**EXERCISE OBJECTIVE:** Word for word, copy out the entries below, but not the pictures in them.

(Stored items from a collection)

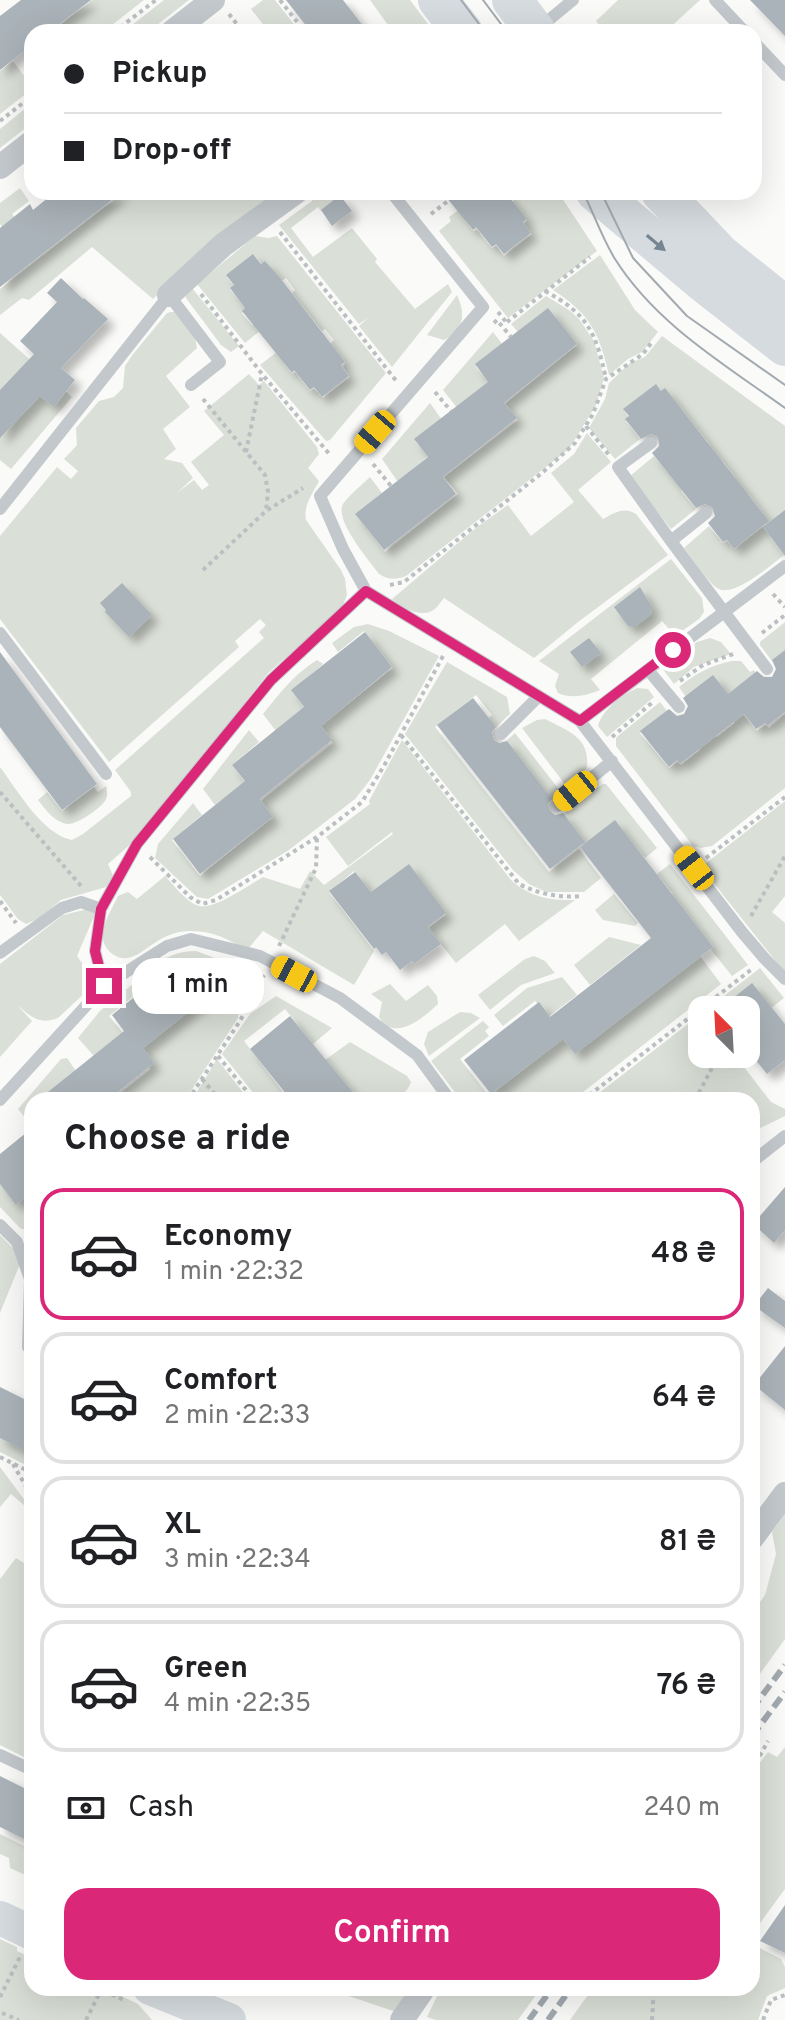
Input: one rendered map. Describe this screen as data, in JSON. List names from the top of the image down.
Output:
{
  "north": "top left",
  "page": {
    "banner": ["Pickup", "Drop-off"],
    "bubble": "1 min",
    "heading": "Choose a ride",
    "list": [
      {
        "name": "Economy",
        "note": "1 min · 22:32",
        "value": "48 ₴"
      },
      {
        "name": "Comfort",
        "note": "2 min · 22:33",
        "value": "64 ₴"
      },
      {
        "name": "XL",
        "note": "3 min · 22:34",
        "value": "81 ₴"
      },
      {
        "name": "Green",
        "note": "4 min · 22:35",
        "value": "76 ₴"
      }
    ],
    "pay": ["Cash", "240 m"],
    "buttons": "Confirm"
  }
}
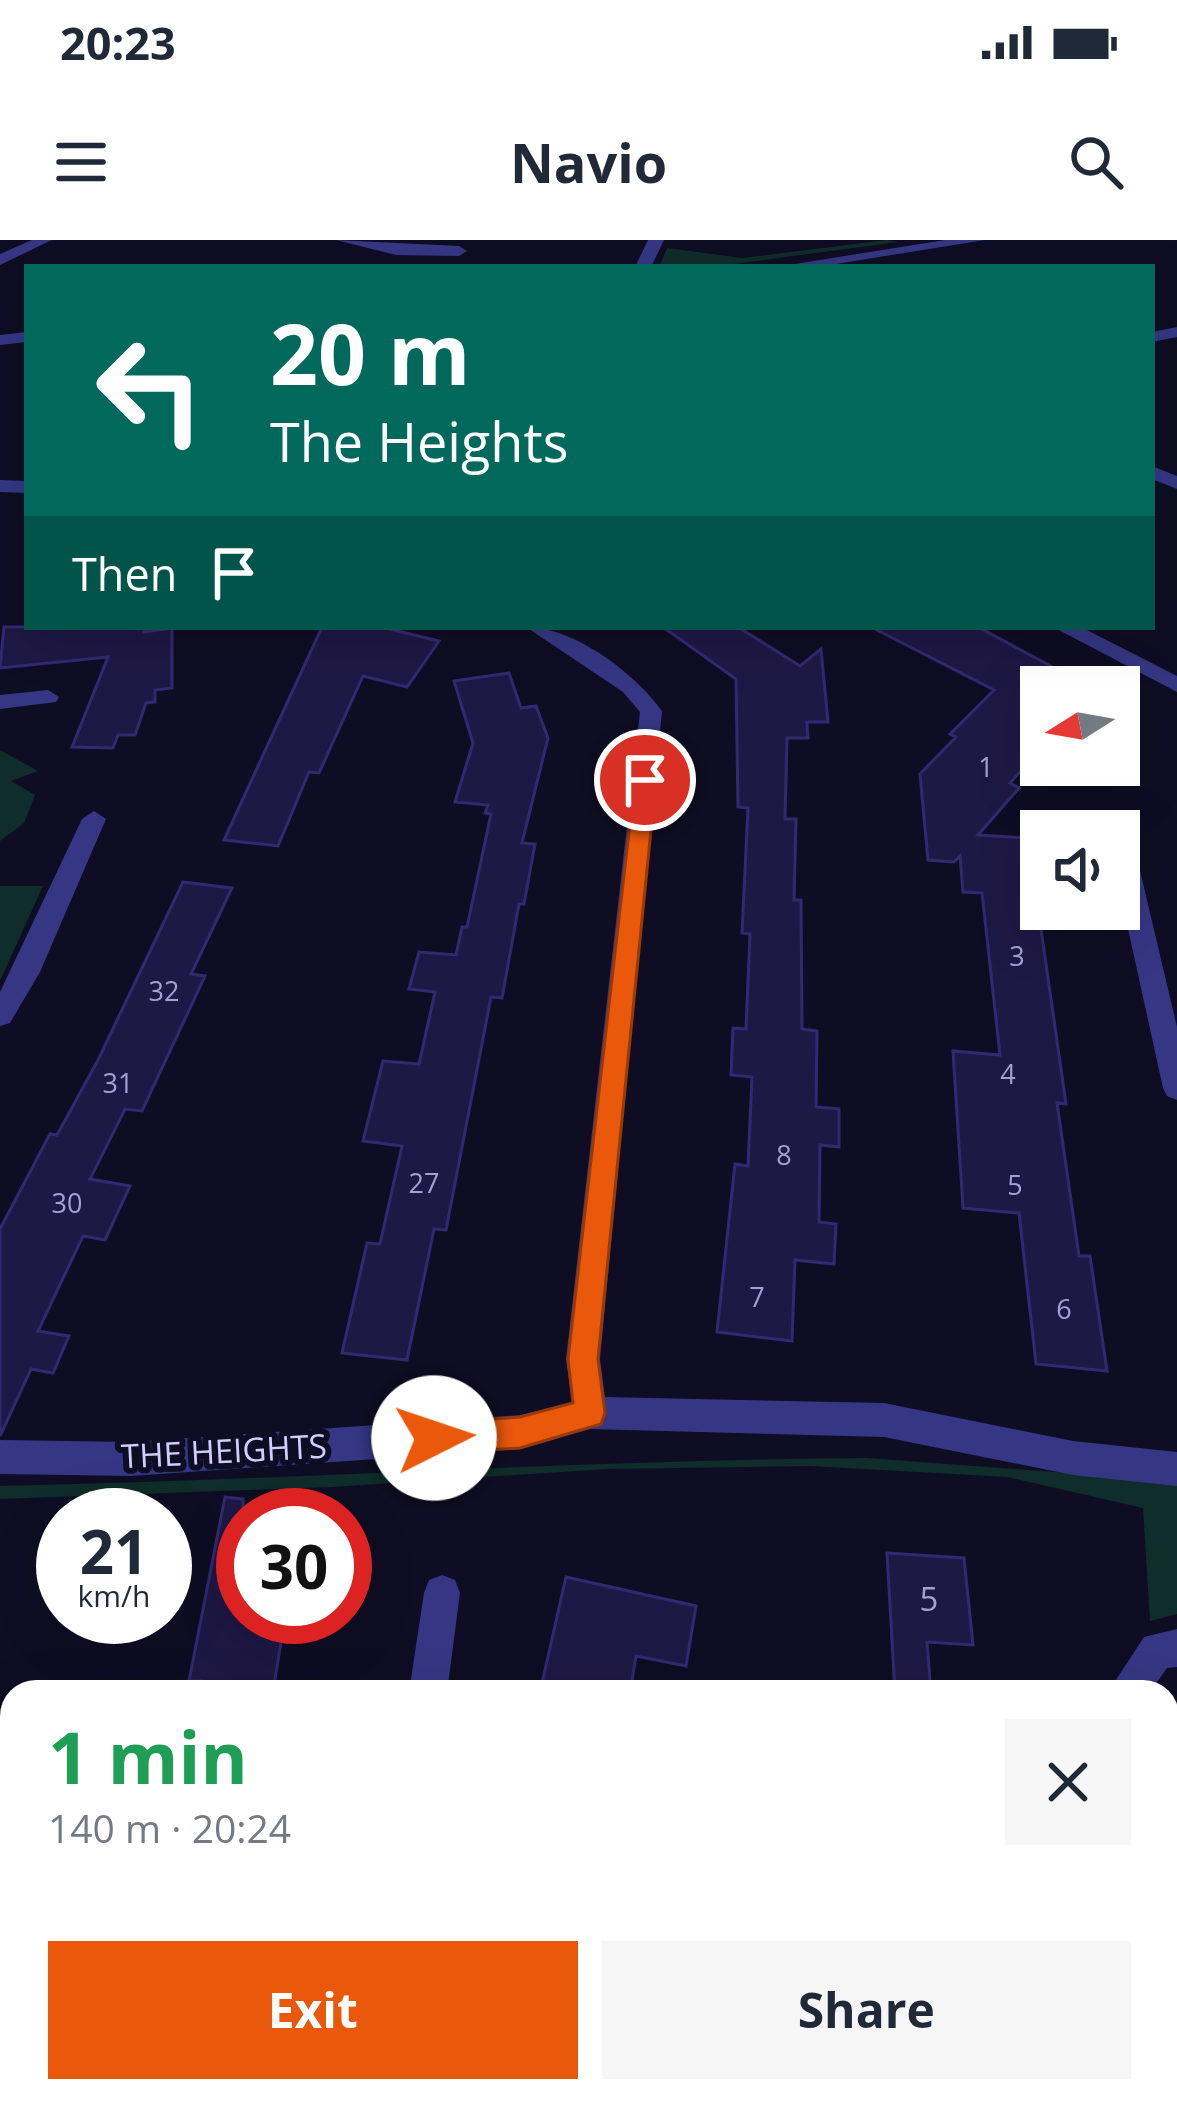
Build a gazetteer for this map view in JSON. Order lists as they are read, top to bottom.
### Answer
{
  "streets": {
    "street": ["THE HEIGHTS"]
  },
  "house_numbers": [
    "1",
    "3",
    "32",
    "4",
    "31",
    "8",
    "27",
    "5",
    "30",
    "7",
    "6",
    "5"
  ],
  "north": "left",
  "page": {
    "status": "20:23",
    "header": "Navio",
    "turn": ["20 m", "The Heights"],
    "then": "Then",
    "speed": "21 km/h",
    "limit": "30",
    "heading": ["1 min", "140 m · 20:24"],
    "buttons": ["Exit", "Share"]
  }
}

**PROBLEM SOLUTION:**
Input: one rendered map. Describe this screen as data, in JSON. List names from the top of the image down.
Output:
{
  "north": "top left",
  "page": {
    "banner": ["Pickup", "Drop-off"],
    "bubble": "1 min",
    "heading": "Choose a ride",
    "list": [
      {
        "name": "Economy",
        "note": "1 min · 22:32",
        "value": "48 ₴"
      },
      {
        "name": "Comfort",
        "note": "2 min · 22:33",
        "value": "64 ₴"
      },
      {
        "name": "XL",
        "note": "3 min · 22:34",
        "value": "81 ₴"
      },
      {
        "name": "Green",
        "note": "4 min · 22:35",
        "value": "76 ₴"
      }
    ],
    "pay": ["Cash", "240 m"],
    "buttons": "Confirm"
  }
}
Build a gazetteer for this map view in JSON. Order lists as they are read, top to bottom.
### Answer
{
  "streets": {
    "street": ["THE HEIGHTS"]
  },
  "house_numbers": [
    "1",
    "3",
    "32",
    "4",
    "31",
    "8",
    "27",
    "5",
    "30",
    "7",
    "6",
    "5"
  ],
  "north": "left",
  "page": {
    "status": "20:23",
    "header": "Navio",
    "turn": ["20 m", "The Heights"],
    "then": "Then",
    "speed": "21 km/h",
    "limit": "30",
    "heading": ["1 min", "140 m · 20:24"],
    "buttons": ["Exit", "Share"]
  }
}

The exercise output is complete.